By Karlo Sevilla
Shiny and New Offering
Government opens the expressway to the long-suffering public weary of traffic. Its silver sheen metallic, flanked by divine green. A papal ferula lain across bustling cities and sleepy towns. The entire scenery of soft sunlight, baptismal – united in spirit with the landscape of Jordan River two millenniums ago. This shall be a 100km/hr pilgrimage of repentance and hope. Each tollbooth a guarded Station of the Cross.

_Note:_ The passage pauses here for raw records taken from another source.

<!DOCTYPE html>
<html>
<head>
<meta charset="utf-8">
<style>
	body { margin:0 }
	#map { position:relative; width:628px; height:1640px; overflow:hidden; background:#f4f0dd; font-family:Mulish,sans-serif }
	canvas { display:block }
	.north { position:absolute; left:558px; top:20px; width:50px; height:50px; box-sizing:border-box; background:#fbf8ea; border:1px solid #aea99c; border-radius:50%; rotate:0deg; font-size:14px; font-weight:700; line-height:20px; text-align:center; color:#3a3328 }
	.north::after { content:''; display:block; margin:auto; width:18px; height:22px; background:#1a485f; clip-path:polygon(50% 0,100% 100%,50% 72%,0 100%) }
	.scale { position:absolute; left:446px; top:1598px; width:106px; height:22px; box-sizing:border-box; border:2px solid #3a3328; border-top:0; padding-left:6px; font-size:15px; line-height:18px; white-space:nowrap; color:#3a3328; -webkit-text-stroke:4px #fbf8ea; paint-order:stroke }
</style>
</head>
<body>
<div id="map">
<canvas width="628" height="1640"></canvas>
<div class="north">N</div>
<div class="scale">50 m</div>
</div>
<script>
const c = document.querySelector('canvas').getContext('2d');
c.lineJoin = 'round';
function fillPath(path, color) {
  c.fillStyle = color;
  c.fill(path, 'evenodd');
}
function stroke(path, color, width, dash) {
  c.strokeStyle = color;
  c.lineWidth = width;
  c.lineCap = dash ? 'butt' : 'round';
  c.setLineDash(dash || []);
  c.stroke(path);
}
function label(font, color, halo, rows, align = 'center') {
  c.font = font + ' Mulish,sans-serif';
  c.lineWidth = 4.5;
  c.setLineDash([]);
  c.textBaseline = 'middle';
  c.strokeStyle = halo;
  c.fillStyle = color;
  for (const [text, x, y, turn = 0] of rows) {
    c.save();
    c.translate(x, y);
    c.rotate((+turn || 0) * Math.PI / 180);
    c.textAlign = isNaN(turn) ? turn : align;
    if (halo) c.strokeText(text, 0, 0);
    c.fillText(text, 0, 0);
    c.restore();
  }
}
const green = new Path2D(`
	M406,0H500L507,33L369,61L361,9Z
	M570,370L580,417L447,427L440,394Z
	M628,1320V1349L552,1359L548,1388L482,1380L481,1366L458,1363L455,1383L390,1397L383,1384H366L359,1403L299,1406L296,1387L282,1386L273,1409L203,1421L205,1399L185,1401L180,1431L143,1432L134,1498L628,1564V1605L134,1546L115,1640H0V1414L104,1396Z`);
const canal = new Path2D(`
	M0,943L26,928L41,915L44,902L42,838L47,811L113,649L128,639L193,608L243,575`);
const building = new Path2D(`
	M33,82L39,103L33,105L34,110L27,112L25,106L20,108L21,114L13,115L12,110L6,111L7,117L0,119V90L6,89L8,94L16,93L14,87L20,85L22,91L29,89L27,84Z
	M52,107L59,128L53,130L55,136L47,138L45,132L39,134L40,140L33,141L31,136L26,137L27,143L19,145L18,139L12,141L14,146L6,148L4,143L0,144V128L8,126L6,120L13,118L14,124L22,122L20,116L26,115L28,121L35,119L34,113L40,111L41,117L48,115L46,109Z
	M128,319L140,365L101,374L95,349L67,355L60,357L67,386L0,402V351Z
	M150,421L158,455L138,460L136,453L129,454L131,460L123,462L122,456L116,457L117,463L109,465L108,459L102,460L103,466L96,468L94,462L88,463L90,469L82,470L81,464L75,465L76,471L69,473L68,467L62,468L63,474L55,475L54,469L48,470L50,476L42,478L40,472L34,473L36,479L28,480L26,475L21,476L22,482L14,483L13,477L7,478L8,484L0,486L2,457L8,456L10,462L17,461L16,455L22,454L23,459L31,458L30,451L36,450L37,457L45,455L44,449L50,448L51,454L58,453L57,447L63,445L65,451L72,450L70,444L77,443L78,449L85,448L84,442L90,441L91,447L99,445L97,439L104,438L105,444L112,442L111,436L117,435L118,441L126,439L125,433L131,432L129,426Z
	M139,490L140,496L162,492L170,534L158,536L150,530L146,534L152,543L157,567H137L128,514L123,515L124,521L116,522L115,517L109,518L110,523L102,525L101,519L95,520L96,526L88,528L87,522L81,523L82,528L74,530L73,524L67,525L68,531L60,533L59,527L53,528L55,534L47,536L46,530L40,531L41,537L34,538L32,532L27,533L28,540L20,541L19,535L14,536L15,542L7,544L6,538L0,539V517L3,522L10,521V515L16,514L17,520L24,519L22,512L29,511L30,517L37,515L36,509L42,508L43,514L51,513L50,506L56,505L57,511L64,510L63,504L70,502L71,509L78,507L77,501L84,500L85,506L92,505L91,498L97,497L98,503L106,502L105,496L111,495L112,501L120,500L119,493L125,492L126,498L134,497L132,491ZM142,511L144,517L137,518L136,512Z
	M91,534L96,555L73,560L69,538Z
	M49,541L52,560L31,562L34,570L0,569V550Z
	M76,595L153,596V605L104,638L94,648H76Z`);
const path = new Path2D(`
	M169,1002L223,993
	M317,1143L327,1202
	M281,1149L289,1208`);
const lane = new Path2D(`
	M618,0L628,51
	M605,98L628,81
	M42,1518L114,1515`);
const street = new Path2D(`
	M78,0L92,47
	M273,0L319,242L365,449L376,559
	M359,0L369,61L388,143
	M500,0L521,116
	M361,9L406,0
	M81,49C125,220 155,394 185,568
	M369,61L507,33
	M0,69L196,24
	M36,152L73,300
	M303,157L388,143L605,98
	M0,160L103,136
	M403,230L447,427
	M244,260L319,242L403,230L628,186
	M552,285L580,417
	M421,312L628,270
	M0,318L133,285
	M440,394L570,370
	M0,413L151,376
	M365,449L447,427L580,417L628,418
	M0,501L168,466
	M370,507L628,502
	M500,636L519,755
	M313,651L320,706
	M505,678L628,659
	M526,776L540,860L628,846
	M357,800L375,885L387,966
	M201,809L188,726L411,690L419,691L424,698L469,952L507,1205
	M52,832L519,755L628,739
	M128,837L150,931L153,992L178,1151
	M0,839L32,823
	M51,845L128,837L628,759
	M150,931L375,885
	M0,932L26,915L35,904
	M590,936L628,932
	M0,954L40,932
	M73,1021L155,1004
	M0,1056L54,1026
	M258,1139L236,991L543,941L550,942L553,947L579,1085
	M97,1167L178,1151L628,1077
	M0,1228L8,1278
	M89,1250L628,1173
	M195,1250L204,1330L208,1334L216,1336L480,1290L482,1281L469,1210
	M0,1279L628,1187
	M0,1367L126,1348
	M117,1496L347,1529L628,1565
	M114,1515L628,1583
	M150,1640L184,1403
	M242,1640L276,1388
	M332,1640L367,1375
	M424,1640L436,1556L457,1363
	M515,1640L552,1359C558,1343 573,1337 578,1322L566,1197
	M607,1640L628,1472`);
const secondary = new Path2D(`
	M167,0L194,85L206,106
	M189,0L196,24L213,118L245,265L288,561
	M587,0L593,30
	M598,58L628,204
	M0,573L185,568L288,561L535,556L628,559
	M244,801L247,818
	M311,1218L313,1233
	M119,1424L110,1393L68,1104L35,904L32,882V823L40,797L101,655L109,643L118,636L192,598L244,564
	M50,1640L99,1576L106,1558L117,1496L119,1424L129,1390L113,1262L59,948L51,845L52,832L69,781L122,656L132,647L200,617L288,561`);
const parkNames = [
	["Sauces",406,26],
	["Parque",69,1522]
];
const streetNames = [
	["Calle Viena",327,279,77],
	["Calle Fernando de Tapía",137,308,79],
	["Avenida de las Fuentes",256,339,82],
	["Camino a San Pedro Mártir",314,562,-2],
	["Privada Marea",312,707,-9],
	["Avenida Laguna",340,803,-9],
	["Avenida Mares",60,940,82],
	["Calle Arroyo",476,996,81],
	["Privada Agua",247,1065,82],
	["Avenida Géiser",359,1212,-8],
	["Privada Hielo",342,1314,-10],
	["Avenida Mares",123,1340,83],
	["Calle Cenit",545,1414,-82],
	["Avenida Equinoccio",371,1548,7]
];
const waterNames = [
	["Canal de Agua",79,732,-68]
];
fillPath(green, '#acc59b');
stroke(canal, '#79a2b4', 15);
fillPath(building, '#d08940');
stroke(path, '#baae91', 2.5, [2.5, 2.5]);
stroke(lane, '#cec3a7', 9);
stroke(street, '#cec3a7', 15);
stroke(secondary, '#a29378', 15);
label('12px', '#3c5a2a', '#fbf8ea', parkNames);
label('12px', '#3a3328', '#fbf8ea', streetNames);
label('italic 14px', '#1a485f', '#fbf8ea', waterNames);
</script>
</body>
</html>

Afternoon, Afternoon, Afternoon
The sea is a wide net, catches sunlight, disperses the yellow tourmalines all over her blue, and her waves carry the ghostly harvest to shore. Afternoon, afternoon, afternoon, then the swallowing dusk with a flight of swallows knifing her orange-purple sky. Afternoon, afternoon, afternoon, then the night and her blackness singed by the slow burn of the sauntering moon.
Mad Mom
I knew I was gonna get it: I was supposed to stay home to review for my exams the day after, but she let me out on parole to play tag with my friends for an hour; it took me three hours. When I finally went home, there was mother waiting for me: standing with knuckles on her waist; amphora anchored at the doorway.
Karlo Sevilla of Quezon City, Philippines is the author of the poetry collections “Metro Manila Mammal” (Soma Publishing, 2018) and “Outsourced! . . .” (Revolt Magazine, 2021). Thrice nominated for the Best of the Net, his poems appear in Philippines Graphic, Small Orange, The Sparrow’s Trombone, Eclectica, and elsewhere.